Saved entries:
*** Begin section ***
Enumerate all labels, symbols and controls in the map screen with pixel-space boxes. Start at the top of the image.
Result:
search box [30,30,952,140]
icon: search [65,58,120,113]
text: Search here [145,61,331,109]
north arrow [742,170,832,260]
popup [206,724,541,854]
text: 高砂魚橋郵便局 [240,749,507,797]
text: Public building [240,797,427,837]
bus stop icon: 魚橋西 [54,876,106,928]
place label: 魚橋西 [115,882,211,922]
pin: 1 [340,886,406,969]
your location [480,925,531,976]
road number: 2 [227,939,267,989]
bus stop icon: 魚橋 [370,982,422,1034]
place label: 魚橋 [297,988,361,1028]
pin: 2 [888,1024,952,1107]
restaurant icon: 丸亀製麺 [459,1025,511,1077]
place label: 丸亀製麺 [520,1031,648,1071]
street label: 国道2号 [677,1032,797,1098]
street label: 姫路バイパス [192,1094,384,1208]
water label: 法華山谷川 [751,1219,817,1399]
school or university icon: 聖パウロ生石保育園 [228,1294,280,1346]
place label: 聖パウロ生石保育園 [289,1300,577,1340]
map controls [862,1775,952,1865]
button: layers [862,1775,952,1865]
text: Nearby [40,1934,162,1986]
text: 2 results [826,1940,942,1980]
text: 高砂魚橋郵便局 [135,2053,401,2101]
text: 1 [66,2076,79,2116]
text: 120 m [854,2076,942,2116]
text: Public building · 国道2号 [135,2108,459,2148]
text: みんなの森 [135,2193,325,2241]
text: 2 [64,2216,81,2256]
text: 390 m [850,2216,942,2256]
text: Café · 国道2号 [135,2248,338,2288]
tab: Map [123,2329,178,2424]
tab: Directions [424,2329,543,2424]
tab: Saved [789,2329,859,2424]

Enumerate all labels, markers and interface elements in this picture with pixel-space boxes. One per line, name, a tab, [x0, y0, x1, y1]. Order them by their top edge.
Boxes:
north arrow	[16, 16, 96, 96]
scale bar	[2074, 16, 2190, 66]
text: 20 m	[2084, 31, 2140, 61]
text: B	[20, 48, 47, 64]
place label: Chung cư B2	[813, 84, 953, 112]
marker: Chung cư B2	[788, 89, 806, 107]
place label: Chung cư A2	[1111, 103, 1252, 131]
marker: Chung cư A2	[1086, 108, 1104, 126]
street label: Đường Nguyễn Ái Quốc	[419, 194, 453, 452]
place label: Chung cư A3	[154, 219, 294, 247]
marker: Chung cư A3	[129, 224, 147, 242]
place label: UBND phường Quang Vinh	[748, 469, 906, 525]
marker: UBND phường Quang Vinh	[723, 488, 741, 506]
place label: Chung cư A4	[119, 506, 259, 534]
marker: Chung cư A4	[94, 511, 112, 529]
*** End section ***
(TASK OBJECTIVE) Could you restate every entry above word for word?

(ANSWER TO THIS PROBLEM)
Enumerate all labels, symbols and controls in the map screen with pixel-space boxes. Start at the top of the image.
Result:
search box [30,30,952,140]
icon: search [65,58,120,113]
text: Search here [145,61,331,109]
north arrow [742,170,832,260]
popup [206,724,541,854]
text: 高砂魚橋郵便局 [240,749,507,797]
text: Public building [240,797,427,837]
bus stop icon: 魚橋西 [54,876,106,928]
place label: 魚橋西 [115,882,211,922]
pin: 1 [340,886,406,969]
your location [480,925,531,976]
road number: 2 [227,939,267,989]
bus stop icon: 魚橋 [370,982,422,1034]
place label: 魚橋 [297,988,361,1028]
pin: 2 [888,1024,952,1107]
restaurant icon: 丸亀製麺 [459,1025,511,1077]
place label: 丸亀製麺 [520,1031,648,1071]
street label: 国道2号 [677,1032,797,1098]
street label: 姫路バイパス [192,1094,384,1208]
water label: 法華山谷川 [751,1219,817,1399]
school or university icon: 聖パウロ生石保育園 [228,1294,280,1346]
place label: 聖パウロ生石保育園 [289,1300,577,1340]
map controls [862,1775,952,1865]
button: layers [862,1775,952,1865]
text: Nearby [40,1934,162,1986]
text: 2 results [826,1940,942,1980]
text: 高砂魚橋郵便局 [135,2053,401,2101]
text: 1 [66,2076,79,2116]
text: 120 m [854,2076,942,2116]
text: Public building · 国道2号 [135,2108,459,2148]
text: みんなの森 [135,2193,325,2241]
text: 2 [64,2216,81,2256]
text: 390 m [850,2216,942,2256]
text: Café · 国道2号 [135,2248,338,2288]
tab: Map [123,2329,178,2424]
tab: Directions [424,2329,543,2424]
tab: Saved [789,2329,859,2424]

Enumerate all labels, markers and interface elements in this picture with pixel-space boxes. One per line, name, a tab, [x0, y0, x1, y1]. Order them by their top edge.
Boxes:
north arrow	[16, 16, 96, 96]
scale bar	[2074, 16, 2190, 66]
text: 20 m	[2084, 31, 2140, 61]
text: B	[20, 48, 47, 64]
place label: Chung cư B2	[813, 84, 953, 112]
marker: Chung cư B2	[788, 89, 806, 107]
place label: Chung cư A2	[1111, 103, 1252, 131]
marker: Chung cư A2	[1086, 108, 1104, 126]
street label: Đường Nguyễn Ái Quốc	[419, 194, 453, 452]
place label: Chung cư A3	[154, 219, 294, 247]
marker: Chung cư A3	[129, 224, 147, 242]
place label: UBND phường Quang Vinh	[748, 469, 906, 525]
marker: UBND phường Quang Vinh	[723, 488, 741, 506]
place label: Chung cư A4	[119, 506, 259, 534]
marker: Chung cư A4	[94, 511, 112, 529]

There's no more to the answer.